PROBLEM TO WORK ON: Copy each line of the listing below where the word "hidden" turns up.

RECORDS PROVIDED:
= = = = = = =

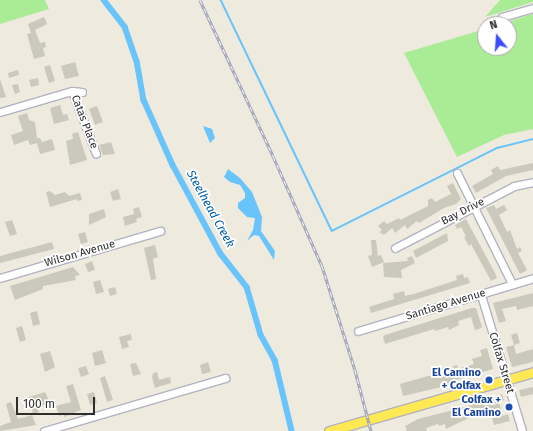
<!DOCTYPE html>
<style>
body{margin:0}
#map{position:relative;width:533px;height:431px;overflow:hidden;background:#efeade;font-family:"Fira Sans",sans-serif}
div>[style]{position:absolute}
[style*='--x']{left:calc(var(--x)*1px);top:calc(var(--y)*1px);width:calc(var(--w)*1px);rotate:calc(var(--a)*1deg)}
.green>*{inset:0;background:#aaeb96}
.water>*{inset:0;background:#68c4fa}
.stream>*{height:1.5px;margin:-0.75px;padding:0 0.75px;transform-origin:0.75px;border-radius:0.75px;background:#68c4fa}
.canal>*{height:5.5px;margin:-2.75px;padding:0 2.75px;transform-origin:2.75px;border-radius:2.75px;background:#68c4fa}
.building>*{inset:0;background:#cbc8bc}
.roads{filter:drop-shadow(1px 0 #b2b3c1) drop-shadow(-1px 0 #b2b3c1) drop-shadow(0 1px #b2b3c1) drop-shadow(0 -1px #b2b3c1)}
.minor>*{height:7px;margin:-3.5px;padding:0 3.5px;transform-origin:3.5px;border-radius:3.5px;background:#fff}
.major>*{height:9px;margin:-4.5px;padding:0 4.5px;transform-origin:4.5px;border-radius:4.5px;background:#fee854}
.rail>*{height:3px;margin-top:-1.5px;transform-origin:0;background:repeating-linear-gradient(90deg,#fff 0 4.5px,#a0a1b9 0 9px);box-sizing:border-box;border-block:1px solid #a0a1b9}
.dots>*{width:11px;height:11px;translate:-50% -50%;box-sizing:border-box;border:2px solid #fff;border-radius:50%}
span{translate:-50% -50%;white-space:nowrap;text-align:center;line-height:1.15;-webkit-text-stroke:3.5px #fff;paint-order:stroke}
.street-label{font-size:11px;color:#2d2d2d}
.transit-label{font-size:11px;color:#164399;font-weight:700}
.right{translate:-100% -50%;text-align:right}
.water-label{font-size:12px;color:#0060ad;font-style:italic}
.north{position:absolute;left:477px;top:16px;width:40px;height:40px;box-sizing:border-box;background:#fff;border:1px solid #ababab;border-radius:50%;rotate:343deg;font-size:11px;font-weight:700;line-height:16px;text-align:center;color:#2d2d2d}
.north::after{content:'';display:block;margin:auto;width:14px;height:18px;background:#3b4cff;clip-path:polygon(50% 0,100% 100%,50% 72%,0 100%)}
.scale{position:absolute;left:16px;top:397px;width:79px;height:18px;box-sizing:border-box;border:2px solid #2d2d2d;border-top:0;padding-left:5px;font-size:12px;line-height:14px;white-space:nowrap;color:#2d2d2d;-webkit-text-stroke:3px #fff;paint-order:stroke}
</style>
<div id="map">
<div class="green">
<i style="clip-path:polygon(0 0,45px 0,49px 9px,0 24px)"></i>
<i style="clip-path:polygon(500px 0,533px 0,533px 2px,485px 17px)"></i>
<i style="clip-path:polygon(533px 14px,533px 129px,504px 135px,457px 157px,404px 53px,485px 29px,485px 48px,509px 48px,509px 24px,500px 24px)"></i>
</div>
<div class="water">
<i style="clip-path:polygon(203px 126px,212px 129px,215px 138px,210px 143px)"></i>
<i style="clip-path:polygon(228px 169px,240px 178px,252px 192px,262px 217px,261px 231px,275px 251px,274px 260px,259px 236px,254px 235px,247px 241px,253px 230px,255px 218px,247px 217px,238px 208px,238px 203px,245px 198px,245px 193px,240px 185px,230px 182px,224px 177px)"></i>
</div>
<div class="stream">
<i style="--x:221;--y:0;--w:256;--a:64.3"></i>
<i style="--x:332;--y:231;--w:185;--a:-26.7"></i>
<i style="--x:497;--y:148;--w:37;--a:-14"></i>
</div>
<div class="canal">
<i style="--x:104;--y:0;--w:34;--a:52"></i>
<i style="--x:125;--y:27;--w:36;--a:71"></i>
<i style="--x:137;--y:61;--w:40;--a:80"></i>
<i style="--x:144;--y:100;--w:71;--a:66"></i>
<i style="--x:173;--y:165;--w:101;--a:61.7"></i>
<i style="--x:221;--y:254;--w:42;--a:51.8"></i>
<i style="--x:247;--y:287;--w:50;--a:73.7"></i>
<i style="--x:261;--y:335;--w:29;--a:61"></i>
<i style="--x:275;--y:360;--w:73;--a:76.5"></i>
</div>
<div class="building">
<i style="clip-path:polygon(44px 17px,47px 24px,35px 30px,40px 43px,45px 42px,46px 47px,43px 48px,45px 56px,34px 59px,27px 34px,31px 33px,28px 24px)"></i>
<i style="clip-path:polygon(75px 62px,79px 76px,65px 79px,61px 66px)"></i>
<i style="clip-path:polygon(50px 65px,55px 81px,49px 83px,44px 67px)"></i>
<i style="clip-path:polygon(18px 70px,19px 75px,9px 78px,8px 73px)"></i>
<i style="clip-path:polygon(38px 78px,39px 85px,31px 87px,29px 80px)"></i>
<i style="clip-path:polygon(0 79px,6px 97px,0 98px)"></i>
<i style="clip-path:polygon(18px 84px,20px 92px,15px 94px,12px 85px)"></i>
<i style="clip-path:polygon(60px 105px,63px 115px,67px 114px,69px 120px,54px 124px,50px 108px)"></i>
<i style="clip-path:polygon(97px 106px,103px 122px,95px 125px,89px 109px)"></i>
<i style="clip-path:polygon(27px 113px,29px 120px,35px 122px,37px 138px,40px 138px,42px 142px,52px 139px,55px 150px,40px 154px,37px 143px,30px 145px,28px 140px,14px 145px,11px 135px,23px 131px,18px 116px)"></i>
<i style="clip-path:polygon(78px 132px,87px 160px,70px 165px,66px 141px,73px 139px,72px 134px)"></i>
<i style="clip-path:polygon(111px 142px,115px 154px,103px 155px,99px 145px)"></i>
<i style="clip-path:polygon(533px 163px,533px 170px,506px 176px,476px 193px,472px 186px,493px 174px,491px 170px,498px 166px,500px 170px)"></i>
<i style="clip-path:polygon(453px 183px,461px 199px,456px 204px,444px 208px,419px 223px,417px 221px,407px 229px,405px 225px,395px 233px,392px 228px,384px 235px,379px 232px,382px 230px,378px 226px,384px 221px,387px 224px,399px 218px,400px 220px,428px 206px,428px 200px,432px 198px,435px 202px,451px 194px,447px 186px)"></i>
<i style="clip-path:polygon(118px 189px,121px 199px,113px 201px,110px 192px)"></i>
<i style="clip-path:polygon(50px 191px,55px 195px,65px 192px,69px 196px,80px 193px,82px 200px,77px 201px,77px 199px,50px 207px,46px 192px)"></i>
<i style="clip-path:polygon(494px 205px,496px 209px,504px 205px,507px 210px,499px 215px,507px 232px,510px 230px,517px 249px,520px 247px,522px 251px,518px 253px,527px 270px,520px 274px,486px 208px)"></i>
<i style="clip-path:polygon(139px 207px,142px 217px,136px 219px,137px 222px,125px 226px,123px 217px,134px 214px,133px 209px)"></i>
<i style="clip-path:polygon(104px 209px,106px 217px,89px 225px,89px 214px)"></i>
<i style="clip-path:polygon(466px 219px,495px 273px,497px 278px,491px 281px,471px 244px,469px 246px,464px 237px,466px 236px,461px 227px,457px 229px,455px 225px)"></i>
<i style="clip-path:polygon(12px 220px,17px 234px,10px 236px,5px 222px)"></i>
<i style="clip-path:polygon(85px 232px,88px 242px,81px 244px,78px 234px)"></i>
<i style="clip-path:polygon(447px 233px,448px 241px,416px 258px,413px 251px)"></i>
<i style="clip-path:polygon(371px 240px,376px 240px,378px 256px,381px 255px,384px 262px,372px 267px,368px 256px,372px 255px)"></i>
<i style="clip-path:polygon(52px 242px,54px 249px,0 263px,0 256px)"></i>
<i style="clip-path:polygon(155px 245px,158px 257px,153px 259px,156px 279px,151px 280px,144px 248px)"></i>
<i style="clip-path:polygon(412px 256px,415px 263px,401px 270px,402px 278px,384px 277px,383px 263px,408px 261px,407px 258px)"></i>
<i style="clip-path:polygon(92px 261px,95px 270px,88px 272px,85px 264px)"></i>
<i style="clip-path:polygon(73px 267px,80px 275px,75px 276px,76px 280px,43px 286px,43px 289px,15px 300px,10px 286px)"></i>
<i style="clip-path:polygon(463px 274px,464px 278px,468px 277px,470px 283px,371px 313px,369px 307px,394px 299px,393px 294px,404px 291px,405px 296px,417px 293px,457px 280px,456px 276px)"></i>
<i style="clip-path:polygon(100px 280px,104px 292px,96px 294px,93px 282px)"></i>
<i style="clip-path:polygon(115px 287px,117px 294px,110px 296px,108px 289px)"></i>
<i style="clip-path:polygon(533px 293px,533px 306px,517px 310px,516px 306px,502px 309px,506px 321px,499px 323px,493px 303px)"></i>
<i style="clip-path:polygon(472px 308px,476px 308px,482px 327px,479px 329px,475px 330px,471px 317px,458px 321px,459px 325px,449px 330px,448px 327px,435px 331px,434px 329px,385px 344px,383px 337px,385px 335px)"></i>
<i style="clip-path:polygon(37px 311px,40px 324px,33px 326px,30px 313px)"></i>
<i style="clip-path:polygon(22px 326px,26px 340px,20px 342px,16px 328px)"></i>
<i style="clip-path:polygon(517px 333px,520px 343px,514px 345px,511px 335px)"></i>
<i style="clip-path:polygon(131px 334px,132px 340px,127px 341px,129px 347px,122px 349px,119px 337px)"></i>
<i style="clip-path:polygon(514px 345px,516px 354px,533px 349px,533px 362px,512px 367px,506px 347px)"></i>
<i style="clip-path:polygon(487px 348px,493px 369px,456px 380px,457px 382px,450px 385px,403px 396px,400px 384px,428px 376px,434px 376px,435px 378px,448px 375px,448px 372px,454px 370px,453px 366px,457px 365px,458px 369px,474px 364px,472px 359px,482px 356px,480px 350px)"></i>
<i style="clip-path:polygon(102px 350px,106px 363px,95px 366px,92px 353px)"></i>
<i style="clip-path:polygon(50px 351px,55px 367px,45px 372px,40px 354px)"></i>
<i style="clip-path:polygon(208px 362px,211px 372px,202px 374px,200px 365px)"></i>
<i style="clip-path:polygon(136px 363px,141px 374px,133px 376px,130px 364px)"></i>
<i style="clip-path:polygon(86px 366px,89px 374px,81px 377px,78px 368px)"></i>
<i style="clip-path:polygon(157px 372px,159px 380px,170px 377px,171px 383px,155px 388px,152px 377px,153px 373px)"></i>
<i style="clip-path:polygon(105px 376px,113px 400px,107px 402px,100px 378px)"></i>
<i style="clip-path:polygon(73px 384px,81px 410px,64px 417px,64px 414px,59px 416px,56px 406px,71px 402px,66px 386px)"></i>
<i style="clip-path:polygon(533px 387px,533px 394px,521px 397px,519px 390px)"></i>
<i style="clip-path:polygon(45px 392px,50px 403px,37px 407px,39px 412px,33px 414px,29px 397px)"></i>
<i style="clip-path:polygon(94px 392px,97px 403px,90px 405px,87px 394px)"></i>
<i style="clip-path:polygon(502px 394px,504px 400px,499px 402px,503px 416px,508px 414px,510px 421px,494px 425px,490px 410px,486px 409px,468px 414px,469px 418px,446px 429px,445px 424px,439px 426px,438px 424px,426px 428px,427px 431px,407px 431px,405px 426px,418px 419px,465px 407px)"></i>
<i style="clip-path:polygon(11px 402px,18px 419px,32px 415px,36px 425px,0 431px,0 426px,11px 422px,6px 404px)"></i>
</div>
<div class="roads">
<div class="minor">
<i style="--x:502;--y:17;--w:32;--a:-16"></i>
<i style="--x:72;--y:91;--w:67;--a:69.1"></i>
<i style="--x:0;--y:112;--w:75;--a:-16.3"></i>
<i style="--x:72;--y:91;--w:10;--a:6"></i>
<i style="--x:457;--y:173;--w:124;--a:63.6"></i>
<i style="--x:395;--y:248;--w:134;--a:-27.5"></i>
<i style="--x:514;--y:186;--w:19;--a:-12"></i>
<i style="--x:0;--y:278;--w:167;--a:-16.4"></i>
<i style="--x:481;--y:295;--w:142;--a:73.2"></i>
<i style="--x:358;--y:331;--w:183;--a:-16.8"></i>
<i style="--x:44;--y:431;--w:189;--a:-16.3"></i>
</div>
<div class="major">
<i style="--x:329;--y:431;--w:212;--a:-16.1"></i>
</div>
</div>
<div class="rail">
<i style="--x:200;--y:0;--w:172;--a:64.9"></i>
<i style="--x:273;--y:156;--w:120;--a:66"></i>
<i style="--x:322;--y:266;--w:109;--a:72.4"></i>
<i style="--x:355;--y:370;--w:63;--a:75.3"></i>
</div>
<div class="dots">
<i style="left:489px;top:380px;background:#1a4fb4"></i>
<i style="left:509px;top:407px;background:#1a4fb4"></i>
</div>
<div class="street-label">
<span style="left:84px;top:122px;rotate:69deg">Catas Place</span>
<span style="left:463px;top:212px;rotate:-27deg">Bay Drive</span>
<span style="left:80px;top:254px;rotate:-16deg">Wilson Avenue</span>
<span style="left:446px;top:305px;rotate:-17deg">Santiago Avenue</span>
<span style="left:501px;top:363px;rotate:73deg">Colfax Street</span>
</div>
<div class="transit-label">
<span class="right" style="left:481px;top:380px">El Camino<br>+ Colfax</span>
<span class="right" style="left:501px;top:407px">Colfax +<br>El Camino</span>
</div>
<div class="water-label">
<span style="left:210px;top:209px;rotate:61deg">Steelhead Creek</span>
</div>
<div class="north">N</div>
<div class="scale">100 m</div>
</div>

= = = = = = =

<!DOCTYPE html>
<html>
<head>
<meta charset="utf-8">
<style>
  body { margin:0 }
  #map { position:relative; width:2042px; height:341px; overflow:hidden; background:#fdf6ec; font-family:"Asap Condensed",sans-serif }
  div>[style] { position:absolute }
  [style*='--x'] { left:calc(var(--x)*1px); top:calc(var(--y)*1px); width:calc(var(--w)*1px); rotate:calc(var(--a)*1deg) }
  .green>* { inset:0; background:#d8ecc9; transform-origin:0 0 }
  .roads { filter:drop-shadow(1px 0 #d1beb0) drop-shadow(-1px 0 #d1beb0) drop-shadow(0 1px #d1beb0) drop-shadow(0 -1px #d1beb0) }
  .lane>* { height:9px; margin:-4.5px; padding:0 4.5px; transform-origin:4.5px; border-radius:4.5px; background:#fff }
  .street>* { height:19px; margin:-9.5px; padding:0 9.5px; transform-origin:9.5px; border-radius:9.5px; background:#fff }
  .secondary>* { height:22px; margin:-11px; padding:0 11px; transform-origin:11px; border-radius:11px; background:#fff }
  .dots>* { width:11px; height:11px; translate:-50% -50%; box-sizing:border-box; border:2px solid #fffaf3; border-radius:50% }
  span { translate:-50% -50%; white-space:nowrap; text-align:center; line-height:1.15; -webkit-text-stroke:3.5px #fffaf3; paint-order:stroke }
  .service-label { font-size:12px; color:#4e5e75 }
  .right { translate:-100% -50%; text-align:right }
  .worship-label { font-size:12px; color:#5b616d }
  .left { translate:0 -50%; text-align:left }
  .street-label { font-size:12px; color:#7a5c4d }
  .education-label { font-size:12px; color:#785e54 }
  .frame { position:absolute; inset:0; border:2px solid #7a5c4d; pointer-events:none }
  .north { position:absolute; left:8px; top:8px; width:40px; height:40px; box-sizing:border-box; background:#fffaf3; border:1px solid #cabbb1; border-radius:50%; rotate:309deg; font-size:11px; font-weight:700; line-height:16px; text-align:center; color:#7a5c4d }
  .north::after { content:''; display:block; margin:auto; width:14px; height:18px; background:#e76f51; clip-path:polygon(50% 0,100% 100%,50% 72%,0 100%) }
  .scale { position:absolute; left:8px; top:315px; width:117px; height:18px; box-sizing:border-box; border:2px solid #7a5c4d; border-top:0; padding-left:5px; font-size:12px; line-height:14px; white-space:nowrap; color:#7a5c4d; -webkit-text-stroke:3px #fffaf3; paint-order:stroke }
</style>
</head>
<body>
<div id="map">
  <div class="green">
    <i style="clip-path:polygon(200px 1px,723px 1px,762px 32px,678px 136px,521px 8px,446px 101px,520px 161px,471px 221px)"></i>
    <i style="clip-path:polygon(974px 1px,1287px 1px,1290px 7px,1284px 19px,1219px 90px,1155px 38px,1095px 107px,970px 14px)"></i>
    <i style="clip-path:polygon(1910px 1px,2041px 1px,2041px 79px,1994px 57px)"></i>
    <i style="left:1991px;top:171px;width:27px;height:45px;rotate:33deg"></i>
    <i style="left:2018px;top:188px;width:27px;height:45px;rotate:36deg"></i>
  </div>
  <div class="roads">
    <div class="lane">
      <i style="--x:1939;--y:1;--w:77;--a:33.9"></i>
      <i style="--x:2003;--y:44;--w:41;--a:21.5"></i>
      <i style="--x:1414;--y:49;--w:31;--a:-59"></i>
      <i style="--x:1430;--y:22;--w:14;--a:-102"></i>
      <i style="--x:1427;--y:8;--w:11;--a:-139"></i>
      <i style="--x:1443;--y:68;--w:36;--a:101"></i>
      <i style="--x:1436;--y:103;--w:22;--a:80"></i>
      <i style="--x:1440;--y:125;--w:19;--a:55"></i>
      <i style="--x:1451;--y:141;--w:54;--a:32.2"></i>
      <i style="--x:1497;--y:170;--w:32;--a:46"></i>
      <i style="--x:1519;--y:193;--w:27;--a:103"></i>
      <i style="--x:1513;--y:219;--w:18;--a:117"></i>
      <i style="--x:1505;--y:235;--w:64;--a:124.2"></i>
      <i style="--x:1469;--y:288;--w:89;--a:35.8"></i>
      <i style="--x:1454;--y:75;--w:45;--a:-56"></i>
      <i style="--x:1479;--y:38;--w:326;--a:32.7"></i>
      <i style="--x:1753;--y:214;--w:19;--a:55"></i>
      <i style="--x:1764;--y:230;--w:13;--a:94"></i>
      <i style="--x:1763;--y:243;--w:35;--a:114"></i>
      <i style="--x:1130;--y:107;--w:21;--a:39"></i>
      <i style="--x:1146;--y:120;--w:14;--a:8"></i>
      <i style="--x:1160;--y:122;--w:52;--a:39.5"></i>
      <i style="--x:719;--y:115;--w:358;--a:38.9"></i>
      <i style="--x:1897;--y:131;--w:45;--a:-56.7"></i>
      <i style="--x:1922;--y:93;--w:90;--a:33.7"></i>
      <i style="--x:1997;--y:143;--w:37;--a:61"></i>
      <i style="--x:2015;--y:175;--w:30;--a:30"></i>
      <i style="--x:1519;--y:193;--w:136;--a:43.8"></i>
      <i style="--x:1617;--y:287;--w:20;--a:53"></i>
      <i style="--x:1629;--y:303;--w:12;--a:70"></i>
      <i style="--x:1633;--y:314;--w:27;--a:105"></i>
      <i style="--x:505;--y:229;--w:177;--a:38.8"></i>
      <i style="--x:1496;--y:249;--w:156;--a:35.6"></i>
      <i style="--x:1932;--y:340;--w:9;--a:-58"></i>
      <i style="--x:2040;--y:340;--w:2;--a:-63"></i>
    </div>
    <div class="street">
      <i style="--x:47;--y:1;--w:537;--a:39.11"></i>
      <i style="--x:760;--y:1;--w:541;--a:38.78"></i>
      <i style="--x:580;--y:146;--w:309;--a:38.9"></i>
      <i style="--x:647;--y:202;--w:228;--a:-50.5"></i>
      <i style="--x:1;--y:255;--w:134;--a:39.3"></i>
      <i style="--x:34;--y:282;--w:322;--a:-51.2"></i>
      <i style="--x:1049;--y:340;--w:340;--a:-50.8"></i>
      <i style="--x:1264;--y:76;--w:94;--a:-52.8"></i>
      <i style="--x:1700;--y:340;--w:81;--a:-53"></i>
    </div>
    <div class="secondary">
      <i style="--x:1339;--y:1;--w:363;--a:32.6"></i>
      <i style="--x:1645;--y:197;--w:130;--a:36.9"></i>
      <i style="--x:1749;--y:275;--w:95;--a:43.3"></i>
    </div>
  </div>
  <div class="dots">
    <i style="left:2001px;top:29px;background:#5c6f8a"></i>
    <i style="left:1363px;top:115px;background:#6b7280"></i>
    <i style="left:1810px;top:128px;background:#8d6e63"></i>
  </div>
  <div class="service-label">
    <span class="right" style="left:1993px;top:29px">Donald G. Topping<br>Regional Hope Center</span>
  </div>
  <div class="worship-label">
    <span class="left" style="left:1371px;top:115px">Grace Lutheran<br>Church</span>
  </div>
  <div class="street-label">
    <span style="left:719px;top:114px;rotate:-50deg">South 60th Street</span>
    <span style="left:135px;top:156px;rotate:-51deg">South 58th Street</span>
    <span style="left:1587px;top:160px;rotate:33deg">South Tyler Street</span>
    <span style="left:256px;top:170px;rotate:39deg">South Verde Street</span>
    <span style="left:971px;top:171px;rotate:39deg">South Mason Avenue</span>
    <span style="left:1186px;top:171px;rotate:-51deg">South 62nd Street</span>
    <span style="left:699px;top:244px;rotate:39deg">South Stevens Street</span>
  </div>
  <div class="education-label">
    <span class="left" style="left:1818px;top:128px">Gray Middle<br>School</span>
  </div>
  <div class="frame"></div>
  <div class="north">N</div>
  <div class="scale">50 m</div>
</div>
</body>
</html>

= = = = = = =

SOLUTION:
#map{position:relative;width:533px;height:431px;overflow:hidden;background:#efeade;font-family:"Fira Sans",sans-serif}
  #map { position:relative; width:2042px; height:341px; overflow:hidden; background:#fdf6ec; font-family:"Asap Condensed",sans-serif }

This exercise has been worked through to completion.